Five Home Depot merchandise highlights

3/1/2020
The world’s largest home improvement finished strong in 2019, with a 5.3% U.S. comp-store-sales number for U.S. stores. Here are five keys to that fourth-quarter performance, as described by the company’s top merchant – Executive VP of Merchandising Ted Decker.

  • Appliances were running. With double-digit comps, the appliance department led the way in the fourth quarter. Other big ticket items sold well, too. Big-ticket comp transactions, or those over $1,000, which represent approximately 20% of U.S. sales, were up double-digits. Vinyl plank flooring, and installation services posted comps above the company average.

  • Deflation deflates. Lumber and copper prices turned south in the first nine months of the year. But in the fourth quarter, Decker used the phrase “neutral impact,” to describe the impact of commodity prices on sales.

  • No place like home. The company’s online-only home décor categories – called “HD Home” -- saw “significant growth,” he said. The retailer continues to build awareness for these assortments he describes as “high-quality” and “style-forward.”

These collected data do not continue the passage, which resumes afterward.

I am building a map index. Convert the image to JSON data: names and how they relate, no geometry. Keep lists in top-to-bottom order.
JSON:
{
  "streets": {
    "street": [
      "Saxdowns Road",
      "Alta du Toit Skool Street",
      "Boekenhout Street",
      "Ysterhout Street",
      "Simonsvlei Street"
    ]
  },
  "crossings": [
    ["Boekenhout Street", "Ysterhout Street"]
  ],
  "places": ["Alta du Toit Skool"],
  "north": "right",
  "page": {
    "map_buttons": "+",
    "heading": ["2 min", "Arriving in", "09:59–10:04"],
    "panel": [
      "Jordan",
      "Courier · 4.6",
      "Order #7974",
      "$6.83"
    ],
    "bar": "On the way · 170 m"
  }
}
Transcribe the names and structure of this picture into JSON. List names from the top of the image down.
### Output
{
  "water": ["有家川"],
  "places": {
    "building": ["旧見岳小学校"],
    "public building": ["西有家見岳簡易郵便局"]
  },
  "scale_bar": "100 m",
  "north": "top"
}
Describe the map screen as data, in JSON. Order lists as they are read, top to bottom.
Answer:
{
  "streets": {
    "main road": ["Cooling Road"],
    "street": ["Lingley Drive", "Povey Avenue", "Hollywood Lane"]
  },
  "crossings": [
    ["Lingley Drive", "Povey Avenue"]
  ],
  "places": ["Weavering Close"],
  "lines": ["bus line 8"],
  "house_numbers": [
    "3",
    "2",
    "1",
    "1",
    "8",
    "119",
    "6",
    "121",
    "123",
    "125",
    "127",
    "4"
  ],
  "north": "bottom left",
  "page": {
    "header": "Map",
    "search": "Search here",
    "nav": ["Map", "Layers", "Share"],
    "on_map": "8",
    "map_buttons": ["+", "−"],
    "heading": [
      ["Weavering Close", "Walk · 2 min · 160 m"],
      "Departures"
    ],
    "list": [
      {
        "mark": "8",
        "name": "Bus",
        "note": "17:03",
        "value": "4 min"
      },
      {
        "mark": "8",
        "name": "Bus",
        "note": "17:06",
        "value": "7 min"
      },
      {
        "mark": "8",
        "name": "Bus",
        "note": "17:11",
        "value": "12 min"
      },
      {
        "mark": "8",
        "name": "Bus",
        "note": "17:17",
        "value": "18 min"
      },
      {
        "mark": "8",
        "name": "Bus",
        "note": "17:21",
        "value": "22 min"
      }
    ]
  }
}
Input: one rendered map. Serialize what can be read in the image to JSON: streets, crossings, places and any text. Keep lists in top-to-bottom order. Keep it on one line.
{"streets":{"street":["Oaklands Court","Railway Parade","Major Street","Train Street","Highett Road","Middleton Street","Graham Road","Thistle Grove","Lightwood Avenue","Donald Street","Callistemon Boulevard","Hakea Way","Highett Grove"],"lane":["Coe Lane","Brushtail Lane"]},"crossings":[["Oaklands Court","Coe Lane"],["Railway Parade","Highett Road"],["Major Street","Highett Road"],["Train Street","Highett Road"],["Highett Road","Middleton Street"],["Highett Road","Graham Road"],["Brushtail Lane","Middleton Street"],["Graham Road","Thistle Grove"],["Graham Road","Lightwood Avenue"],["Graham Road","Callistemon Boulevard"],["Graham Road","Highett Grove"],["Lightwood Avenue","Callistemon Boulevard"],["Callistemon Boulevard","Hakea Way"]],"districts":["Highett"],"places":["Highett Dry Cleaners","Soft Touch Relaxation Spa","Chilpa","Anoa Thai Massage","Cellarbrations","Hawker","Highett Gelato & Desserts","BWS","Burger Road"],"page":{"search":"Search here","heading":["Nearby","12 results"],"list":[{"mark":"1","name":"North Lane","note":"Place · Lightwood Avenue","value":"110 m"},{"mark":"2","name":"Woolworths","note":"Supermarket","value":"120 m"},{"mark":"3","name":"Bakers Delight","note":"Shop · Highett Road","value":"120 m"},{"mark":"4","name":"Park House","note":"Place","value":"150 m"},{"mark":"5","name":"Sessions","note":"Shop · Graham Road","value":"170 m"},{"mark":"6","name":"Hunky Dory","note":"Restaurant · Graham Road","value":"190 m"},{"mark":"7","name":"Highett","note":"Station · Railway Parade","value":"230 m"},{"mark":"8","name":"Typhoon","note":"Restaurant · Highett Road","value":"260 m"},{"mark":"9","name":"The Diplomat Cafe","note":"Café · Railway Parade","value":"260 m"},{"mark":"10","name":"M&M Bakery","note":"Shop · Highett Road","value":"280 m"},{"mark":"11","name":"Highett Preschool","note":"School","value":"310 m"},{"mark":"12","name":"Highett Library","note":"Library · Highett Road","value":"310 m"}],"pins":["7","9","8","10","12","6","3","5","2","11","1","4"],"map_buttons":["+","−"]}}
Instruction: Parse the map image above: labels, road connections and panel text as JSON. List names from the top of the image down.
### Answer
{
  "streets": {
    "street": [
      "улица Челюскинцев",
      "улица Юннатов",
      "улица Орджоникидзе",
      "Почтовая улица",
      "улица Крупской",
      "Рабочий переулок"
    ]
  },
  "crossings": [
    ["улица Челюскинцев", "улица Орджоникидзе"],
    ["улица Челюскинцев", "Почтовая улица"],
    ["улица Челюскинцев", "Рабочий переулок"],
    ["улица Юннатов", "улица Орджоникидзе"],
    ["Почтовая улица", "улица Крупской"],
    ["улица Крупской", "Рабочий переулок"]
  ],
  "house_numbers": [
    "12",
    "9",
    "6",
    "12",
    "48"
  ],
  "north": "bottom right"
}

  • Strength with pros. Items like pneumatics, concrete, hand tools and caulks – items that appeal to the pro and contractor customer – out sold the company average in the fourth quarter. (Meanwhile, CEO Craig Menear said the company’s B2B website designed specifically for the pro customer has onboarded more than one million pro customers.)

  • A slogan takes hold. Late last year, Home Depot replaced “More Doing. More Saving” with a new tag line: “How Doers Get More Done.” How’s it working? It’s still early, he said. But as an example of customer response to the new ad campaign, he pointed to double-digit growth in usage of mobile tools like product locator and image search. “We believe it is important to signal to our customers that The Home Depot is evolving, as their needs change,” Decker said.


Looking ahead to 2020, Decker emphasized the retail power of cordless products. The retailer will reset its outdoor power equipment bays in the first half of the year, as more customers embrace cordless. Environmental friendliness is one selling point of cordless OPE. Another is advances in power and runtime. Borrowing from its power tool department, Home Depot is resetting its OPE assortment by brand.

“Through this new presentation, customers can clearly see and easily shop the value proposition that these cordless platforms bring,” Decker said.